Restated ESOP plan documents must be submitted to the IRS in one of five annual “cycles,” A through E, based on the employer identification number. We are now in “Cycle D” again. If your EIN ends in 4 or 9, your time is now. You will be submitting your restated ESOP plan document to the IRS before January 31, 2015. Next up will be Cycle E filers, with EINs ending in 5 or 0. Submissions have slowly worked their way through the IRS review process but now, the IRS is promising, the time required to process the submission is being reduced. In the meantime, since all companies go through changes, new planning strategies are being developed by ESOP experts, and ESOP programs must evolve. Cycle D filers are immediately poised to take a closer look at the design potential possibilities for cost savings and fiduciary protection. For every company, the process begins by asking the right questions – some technical; and some design oriented.
Who’s Got Your Back?
The proper approach begins with a team discussion with the company’s internal administration staff, plan fiduciaries, the third party administrator (TPA), and ESOP counsel responsible for rewriting the plan. Simply using a boilerplate ESOP document or restating the plan document “as is” will leave planning points on the drafting table, if they are even spotted. That’s why all of the company’s advisors must bring to bear their experience with the company’s historical operation and the potential issues that may come up due to the employer’s ever-changing circumstances.
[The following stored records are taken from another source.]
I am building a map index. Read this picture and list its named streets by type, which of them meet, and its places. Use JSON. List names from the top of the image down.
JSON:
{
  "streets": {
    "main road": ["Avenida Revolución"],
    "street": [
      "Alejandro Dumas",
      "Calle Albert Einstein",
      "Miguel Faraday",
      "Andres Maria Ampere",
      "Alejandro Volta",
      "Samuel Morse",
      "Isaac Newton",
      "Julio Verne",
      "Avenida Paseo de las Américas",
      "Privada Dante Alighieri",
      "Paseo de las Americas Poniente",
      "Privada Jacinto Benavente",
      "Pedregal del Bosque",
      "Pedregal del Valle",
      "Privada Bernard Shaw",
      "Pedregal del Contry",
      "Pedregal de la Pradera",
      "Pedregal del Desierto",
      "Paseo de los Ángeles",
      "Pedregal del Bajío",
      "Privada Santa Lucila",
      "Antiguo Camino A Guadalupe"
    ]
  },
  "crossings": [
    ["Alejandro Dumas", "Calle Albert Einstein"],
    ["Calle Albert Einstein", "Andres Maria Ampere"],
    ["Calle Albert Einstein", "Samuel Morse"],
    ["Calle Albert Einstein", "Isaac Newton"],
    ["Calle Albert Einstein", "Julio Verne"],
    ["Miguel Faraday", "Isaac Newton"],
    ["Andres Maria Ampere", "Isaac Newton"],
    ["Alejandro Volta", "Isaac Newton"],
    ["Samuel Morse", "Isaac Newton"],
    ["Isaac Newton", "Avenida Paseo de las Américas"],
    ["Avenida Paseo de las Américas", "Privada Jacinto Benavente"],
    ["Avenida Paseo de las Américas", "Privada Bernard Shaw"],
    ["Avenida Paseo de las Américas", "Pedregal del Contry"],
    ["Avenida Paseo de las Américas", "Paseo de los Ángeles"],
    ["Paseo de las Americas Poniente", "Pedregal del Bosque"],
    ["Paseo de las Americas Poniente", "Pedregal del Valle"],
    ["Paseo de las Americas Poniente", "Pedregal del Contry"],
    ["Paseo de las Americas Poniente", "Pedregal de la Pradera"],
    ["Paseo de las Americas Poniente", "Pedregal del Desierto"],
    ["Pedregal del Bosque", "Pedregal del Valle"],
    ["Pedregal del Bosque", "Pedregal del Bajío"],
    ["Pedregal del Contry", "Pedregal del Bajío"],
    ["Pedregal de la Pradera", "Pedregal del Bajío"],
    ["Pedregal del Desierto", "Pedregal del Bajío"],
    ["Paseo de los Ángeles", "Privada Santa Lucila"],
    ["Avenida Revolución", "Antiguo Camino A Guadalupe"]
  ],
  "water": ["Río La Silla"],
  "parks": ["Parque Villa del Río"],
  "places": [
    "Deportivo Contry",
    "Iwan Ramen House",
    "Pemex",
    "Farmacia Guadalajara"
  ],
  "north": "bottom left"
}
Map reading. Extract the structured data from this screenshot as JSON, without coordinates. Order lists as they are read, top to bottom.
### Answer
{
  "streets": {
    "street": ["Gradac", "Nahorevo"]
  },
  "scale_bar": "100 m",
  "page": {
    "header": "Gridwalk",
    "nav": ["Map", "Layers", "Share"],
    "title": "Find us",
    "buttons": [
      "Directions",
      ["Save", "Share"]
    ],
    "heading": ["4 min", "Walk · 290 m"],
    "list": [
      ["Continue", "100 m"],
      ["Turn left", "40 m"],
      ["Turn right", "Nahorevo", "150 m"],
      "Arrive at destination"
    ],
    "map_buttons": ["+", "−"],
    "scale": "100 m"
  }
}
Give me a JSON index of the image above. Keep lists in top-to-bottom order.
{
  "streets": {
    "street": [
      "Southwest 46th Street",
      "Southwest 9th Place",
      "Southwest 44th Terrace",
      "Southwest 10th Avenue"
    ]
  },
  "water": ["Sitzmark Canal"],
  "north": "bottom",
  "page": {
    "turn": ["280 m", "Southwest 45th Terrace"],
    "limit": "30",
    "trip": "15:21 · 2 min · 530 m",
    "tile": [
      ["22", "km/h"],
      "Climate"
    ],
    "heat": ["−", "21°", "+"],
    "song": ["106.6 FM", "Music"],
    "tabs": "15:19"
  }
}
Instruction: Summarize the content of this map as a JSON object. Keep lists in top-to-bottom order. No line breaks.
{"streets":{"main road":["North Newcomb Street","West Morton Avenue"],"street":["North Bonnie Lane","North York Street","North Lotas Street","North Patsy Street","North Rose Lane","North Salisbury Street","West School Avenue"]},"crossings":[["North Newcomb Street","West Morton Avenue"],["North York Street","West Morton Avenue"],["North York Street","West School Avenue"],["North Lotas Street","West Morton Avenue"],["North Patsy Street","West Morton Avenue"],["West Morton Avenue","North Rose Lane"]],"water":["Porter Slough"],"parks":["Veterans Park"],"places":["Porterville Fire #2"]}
Given our changing economic times, this approach will help identify any and all flexibility or modifications to your plan that you should consider. There have been recent developments in plan design and administration that the IRS is now wiling to approve and which are worth considering.
Are The Trust And Fiduciary Provisions Sound?
Have the plan’s trust and fiduciary’s provisions been examined to address such subtleties as who is directing whom, their indemnification provisions (which, by the way, are currently the subject of controversy in the federal courts), or potentially the need for external fiduciaries or trustees, which will require significant alterations to your ESOP document and trust document? For example, how does a fiduciary invoke his or her indemnification? How does this mesh with your fiduciary coverage?
Can You Save Money By Combining Or Coordinating Plans?
Is the company maintaining a 401(k) plan in addition to its ESOP? Should the plans be combined? Should the profit sharing component of the 401(k) plan or its matching provisions be used differently to allocate benefits that are currently held in the employee’s stock accounts? Will combining plans save administration costs? Some of these planning points fly in the face of conventional wisdom, which argues for separating 401(k) and ESOP plans. But in changing times, traditional assumptions should be questioned. More recently 401k ESOPs or “KSOPs” have become more common. In addition, are you coordinating your ESOP and 401(k) design? Are you funding a match or safe harbor contribution to the 401(k) that could be funded to the ESOP. It may be the right time to have both of your retirement plans on one platform to deliver better results to your employees.
How Can Profit Sharing Or Stock Bonus Plans Be Helpful?
Should the ESOP contain a profit sharing plan or stock bonus plan to allocate stock benefits differently? Profit sharing plans or stock bonus plans can use different allocation formulas that are not available to ESOPs. They can both be a part of your ESOP plan document. More creative plan design may be important for those most valuable employees whom you need to reward and retain.
What Can You Do Now To Facilitate Future Repurchase Liability?
Are the plan’s distribution and diversification provisions best drafted for the company’s current circumstances? Is this the right time to make changes to distribution provisions or policies, (which should be adopted by the employer and not the plan fiduciaries), to ensure that future repurchase liability or corporate strategic planning are facilitated? For example, is it desirable to retire or redeem shares rather than recirculate shares while stock prices are low to allow an ascending value of benefits when stock values improve? Are you taking full advantage of the latest trust accounting alternatives to address who should and shouldn’t be invested in company stock? Are you proactively dealing with new employees and their desire to receive significant share allocations?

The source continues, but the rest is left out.